After fermentation, the salami is moved to our climate-controlled drying rooms, where the mold continues to bloom throughout the drying process. This is where the penicillin-based mold really starts doing its job. The mold protects the salami from any harmful bacteria getting inside the product. It serves an essential purpose and is part of what we call the “terroir” of our product, giving our salami a unique flavor and flora, similar to fine wine.
Is the mold on my salami dangerous to eat?
The mold is definitely not dangerous to eat. Of course, you can easily remove the casing if you prefer not to eat the mold. The mold does have a unique flavor and flora that it adds to our products.
Personally, I do not eat the casing or the mold on our salami, as that is my preference. I feel like what is inside the casing is what I want to taste, but I know plenty of people who enjoy eating the exterior as well. So, the choice is up to you but know that the salami mold isn't going to hurt you.
Why does the mold look different than last time?
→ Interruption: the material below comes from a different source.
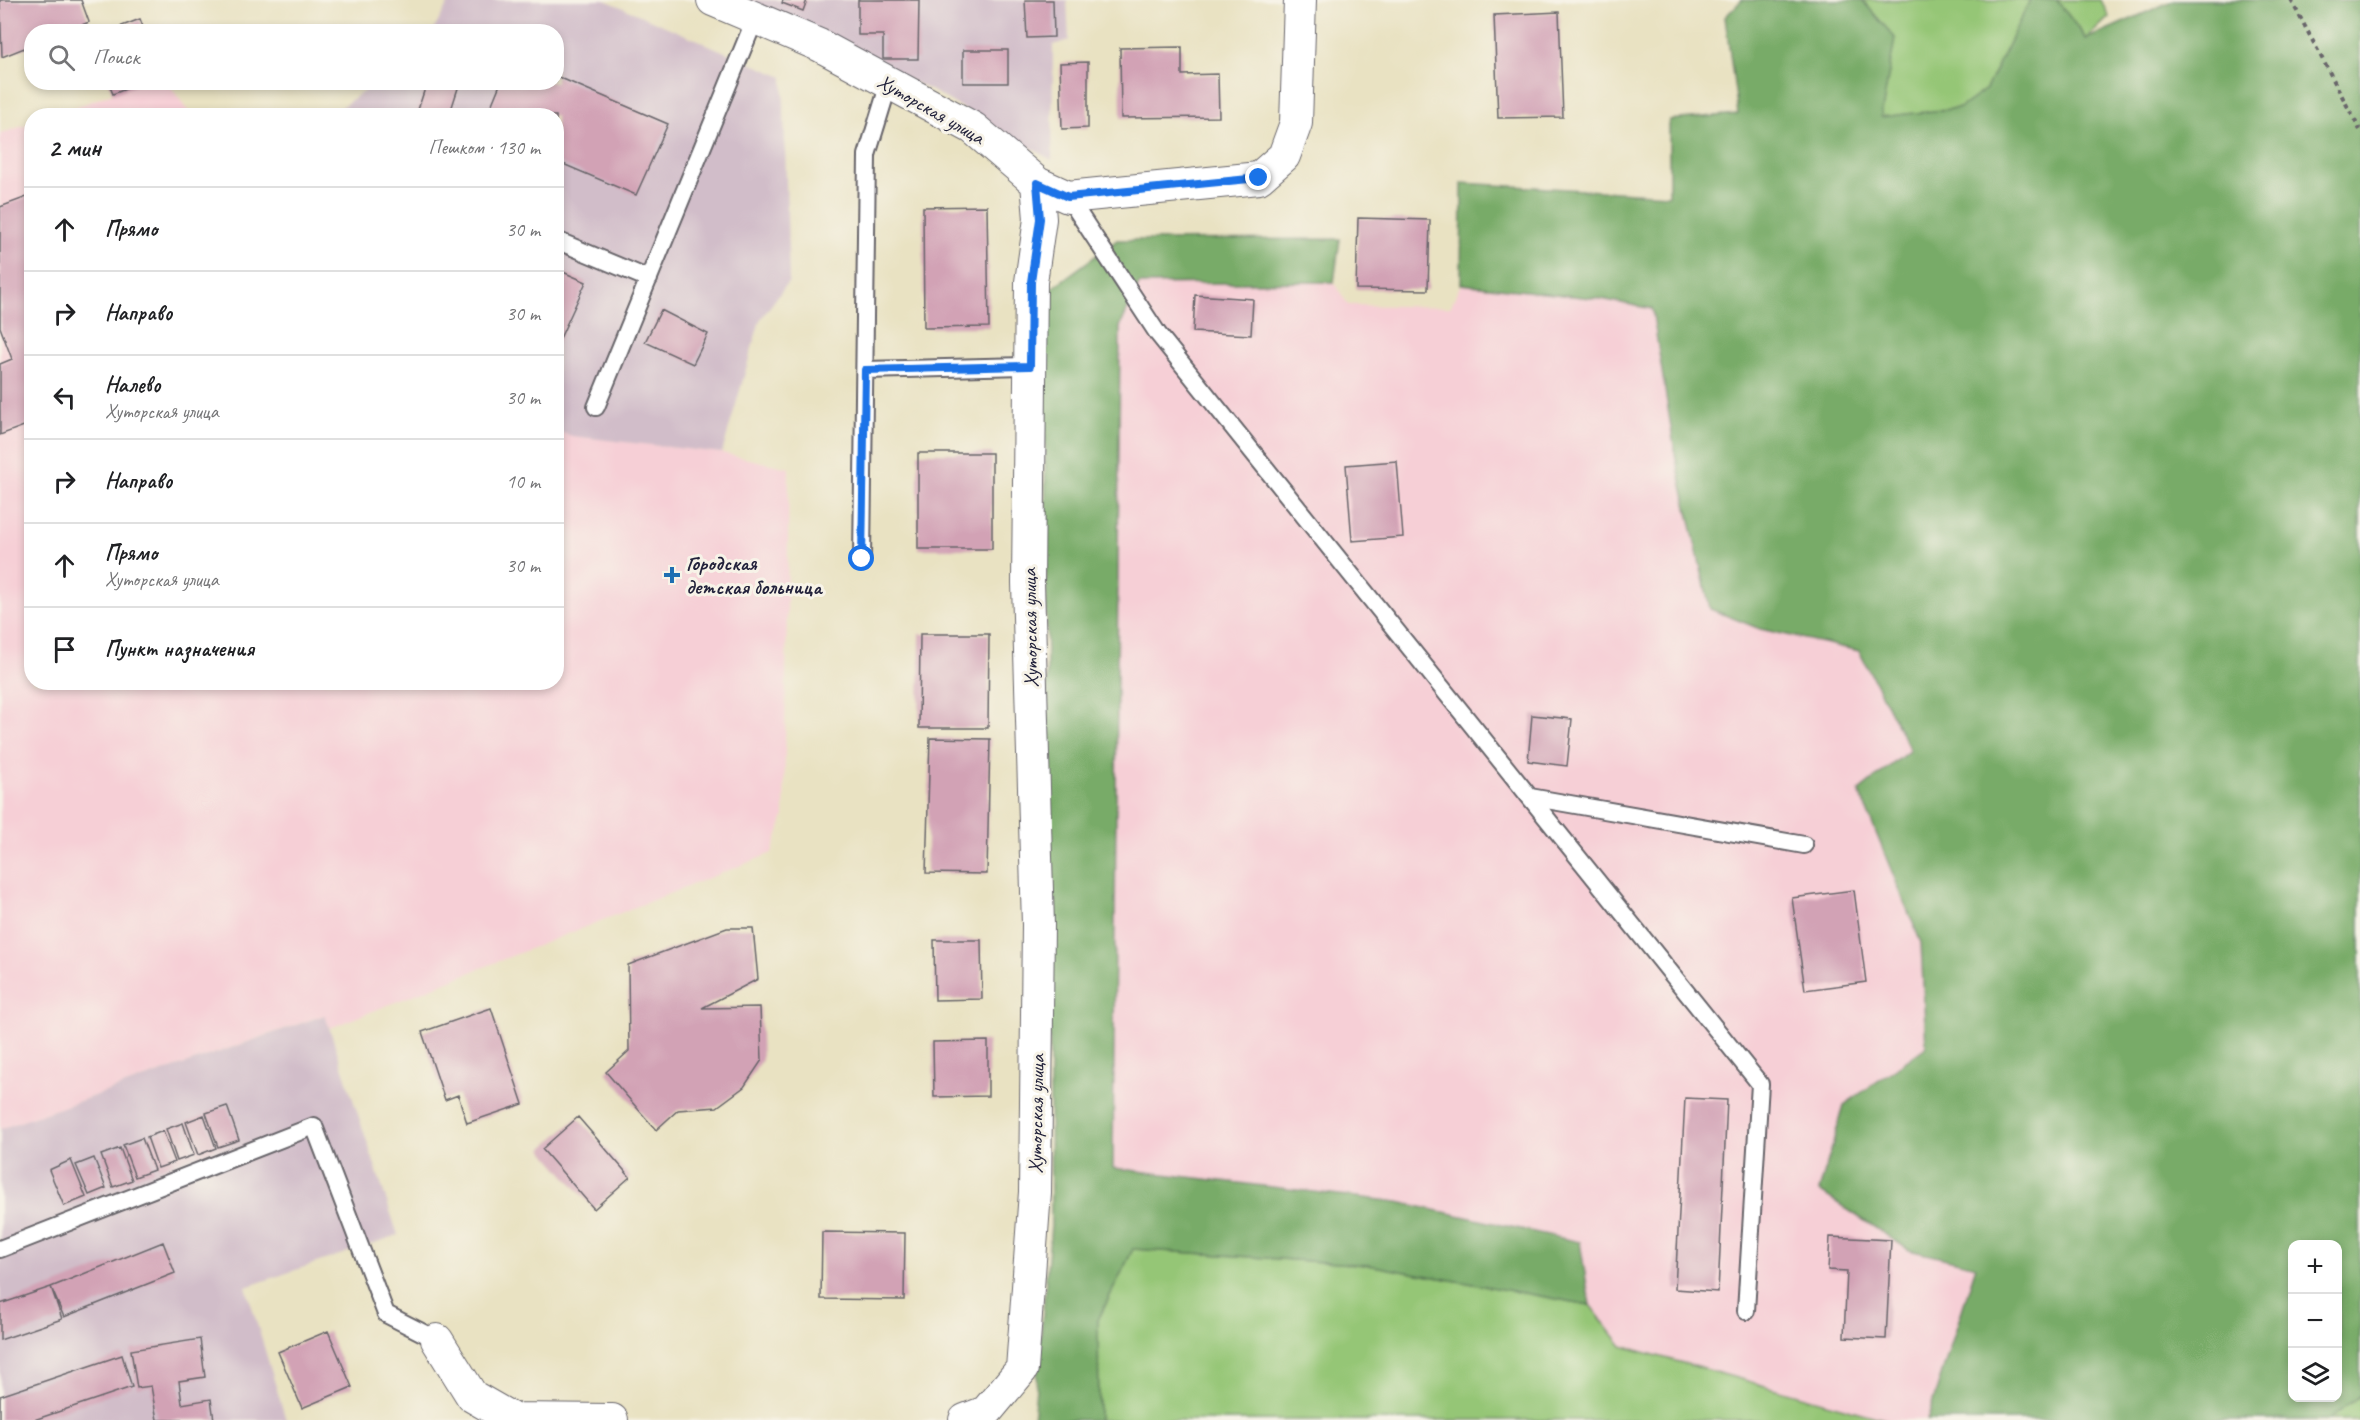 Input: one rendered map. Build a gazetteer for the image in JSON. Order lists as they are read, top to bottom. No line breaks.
{"streets":{"street":["Хуторская улица"]},"places":{"health":["Городская детская больница"]},"page":{"search":"Поиск","heading":["2 мин","Пешком · 130 m"],"list":[["Прямо","30 m"],["Направо","30 m"],["Налево","Хуторская улица","30 m"],["Направо","10 m"],["Прямо","Хуторская улица","30 m"],"Пункт назначения"],"map_buttons":["+","−"]}}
The mold that we use to produce our salami is 100% natural and can bloom into different colors throughout the drying process. I have seen hues of blue, green, grey, and yellow, all of which are entirely natural and safe.
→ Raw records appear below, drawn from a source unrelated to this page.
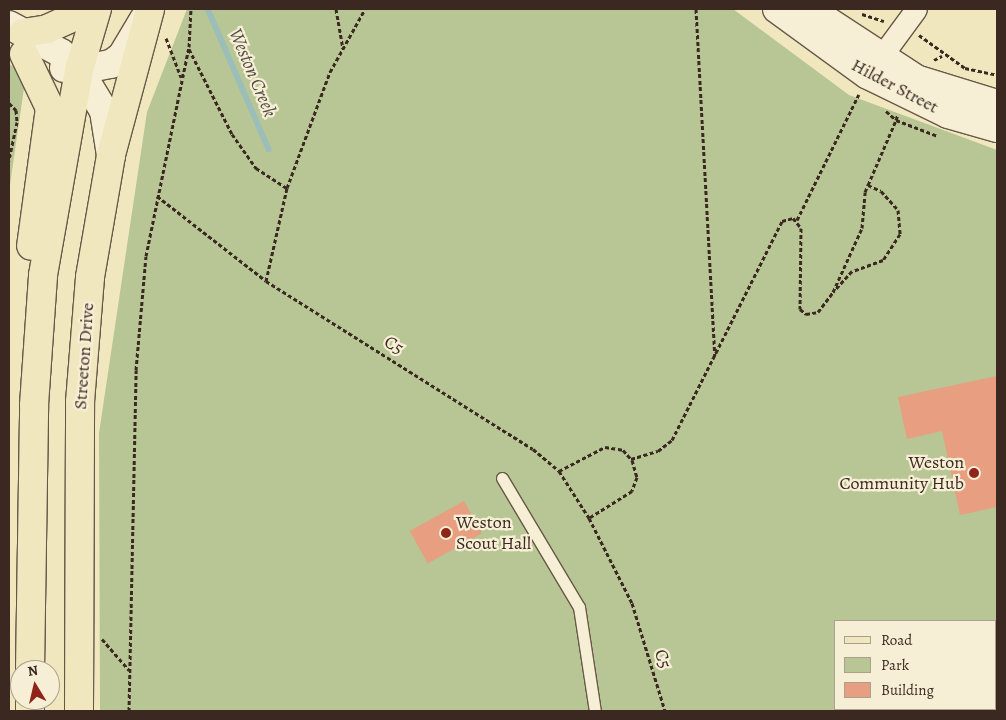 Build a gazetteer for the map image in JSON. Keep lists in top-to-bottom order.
{
  "streets": {
    "main road": ["Streeton Drive"],
    "street": ["Hilder Street"],
    "path": ["C5"]
  },
  "water": ["Weston Creek"],
  "places": ["Weston Community Hub", "Weston Scout Hall"],
  "legend": ["Road", "Park", "Building"],
  "north": "top"
} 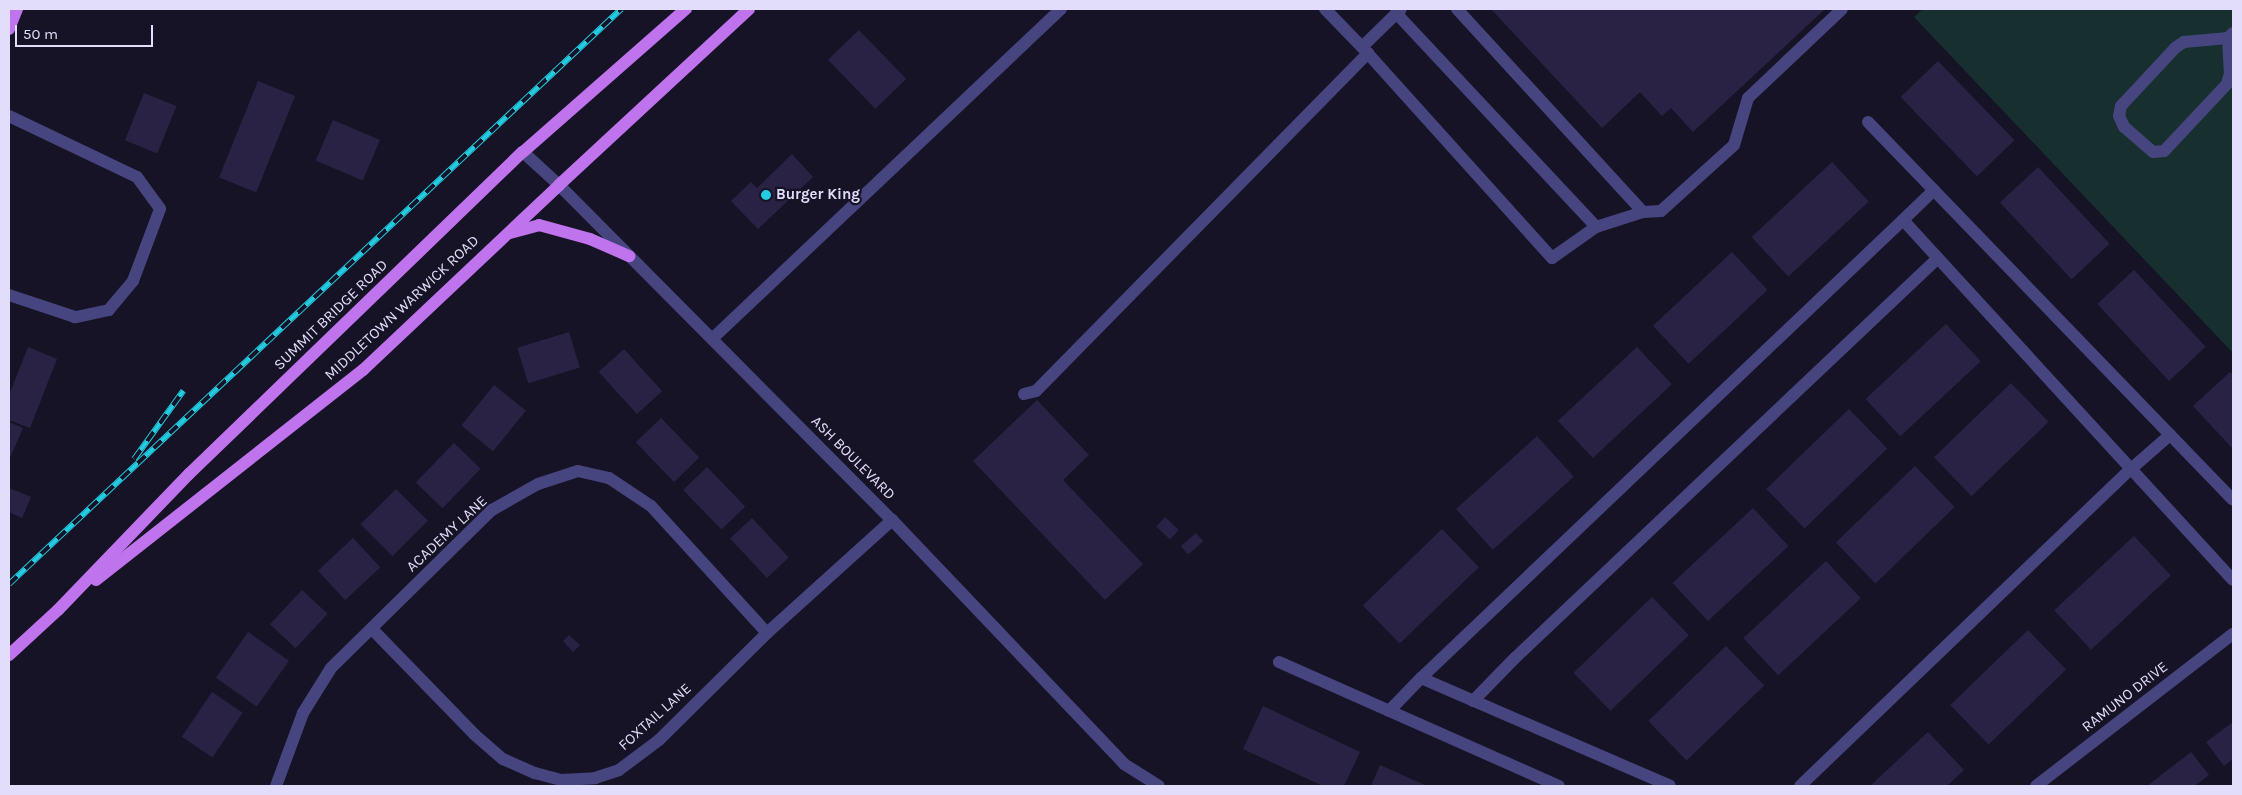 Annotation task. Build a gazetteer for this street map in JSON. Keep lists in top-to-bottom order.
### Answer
{
  "streets": {
    "main road": ["MIDDLETOWN WARWICK ROAD", "SUMMIT BRIDGE ROAD"],
    "street": [
      "ASH BOULEVARD",
      "ACADEMY LANE",
      "RAMUNO DRIVE",
      "FOXTAIL LANE"
    ]
  },
  "crossings": [
    ["MIDDLETOWN WARWICK ROAD", "SUMMIT BRIDGE ROAD"],
    ["MIDDLETOWN WARWICK ROAD", "ASH BOULEVARD"],
    ["SUMMIT BRIDGE ROAD", "ASH BOULEVARD"],
    ["ASH BOULEVARD", "FOXTAIL LANE"],
    ["ACADEMY LANE", "FOXTAIL LANE"]
  ],
  "places": ["Burger King"],
  "scale_bar": "50 m"
}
Again, the mold is present to protect the product from other competing mold or bacteria growth during the drying process. This good mold does indeed protect the salami from any potentially harmful molds that might be present in the environment. And, it helps our products dry slowly and evenly, to produce a genuinely supple finished product.
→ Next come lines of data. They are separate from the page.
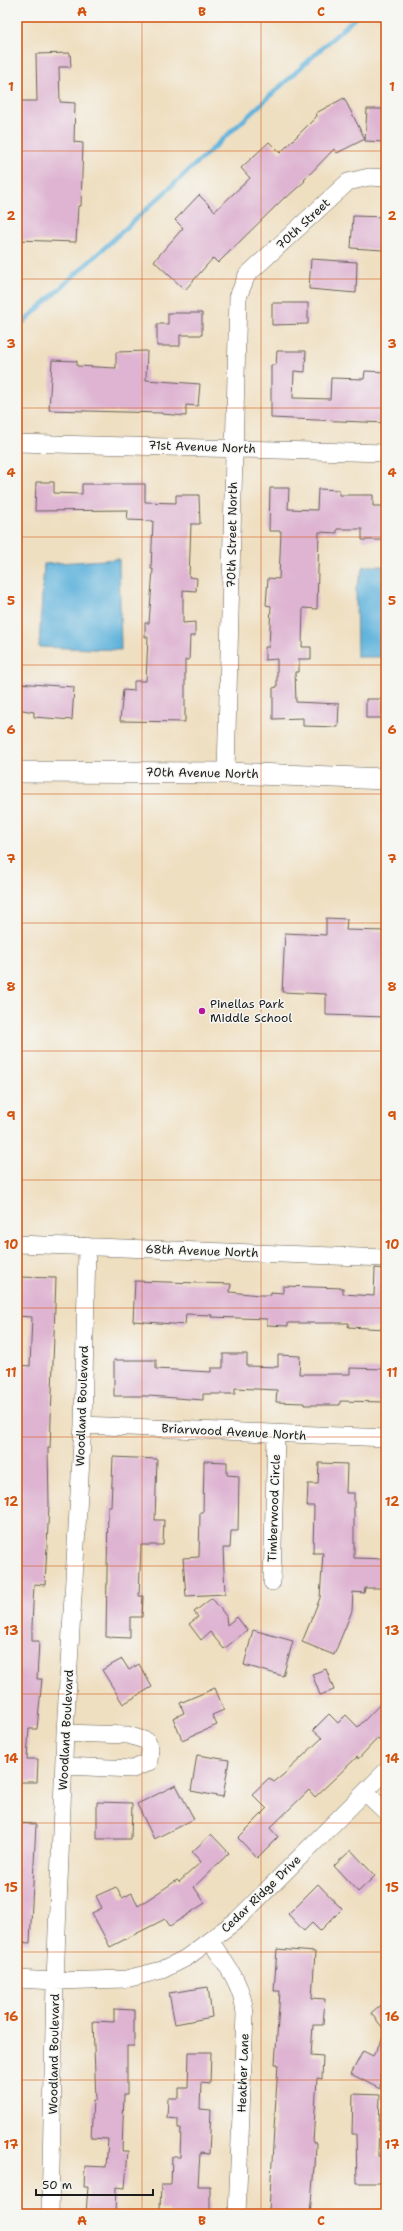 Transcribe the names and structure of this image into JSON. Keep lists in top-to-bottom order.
{
  "streets": {
    "street": [
      "70th Street",
      "71st Avenue North",
      "70th Street North",
      "70th Avenue North",
      "68th Avenue North",
      "Woodland Boulevard",
      "Briarwood Avenue North",
      "Timberwood Circle",
      "Cedar Ridge Drive",
      "Heather Lane"
    ]
  },
  "crossings": [
    ["70th Street", "70th Street North"],
    ["71st Avenue North", "70th Street North"],
    ["70th Street North", "70th Avenue North"],
    ["68th Avenue North", "Woodland Boulevard"],
    ["Woodland Boulevard", "Briarwood Avenue North"],
    ["Woodland Boulevard", "Cedar Ridge Drive"],
    ["Briarwood Avenue North", "Timberwood Circle"],
    ["Cedar Ridge Drive", "Heather Lane"]
  ],
  "places": ["Pinellas Park Middle School"],
  "scale_bar": "50 m",
  "grid": {
    "columns": ["A", "B", "C"],
    "rows": [
      "1",
      "2",
      "3",
      "4",
      "5",
      "6",
      "7",
      "8",
      "9",
      "10",
      "11",
      "12",
      "13",
      "14",
      "15",
      "16",
      "17"
    ]
  }
}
Does the mold on salami require special handling?
You do not need to worry about touching or removing too much mold when you’re handling the salami. Feel free to get a good grip on the salami when cutting it. The mold will not hurt you if you touch your face or put your finger in your mouth after holding the salami.
As part of the home storage process, I recommend storing your il porcellino salumi in one of the crisper drawers in your refrigerator. Once you open and cut the salami, rewrap the product in its paper packaging and store it inside an unsealed ziplock bag. Keeping the salami this way allows the product to continue to “breathe”. The salami and the mold itself do indeed require oxygen to continue to grow. If the airflow is cut off, then the mold begins to die and will create an unpleasant aroma and flavor. Our salami has a shelf life of nine months when stored correctly in your home refrigerator.
Now you can stop worrying and just enjoy the salami.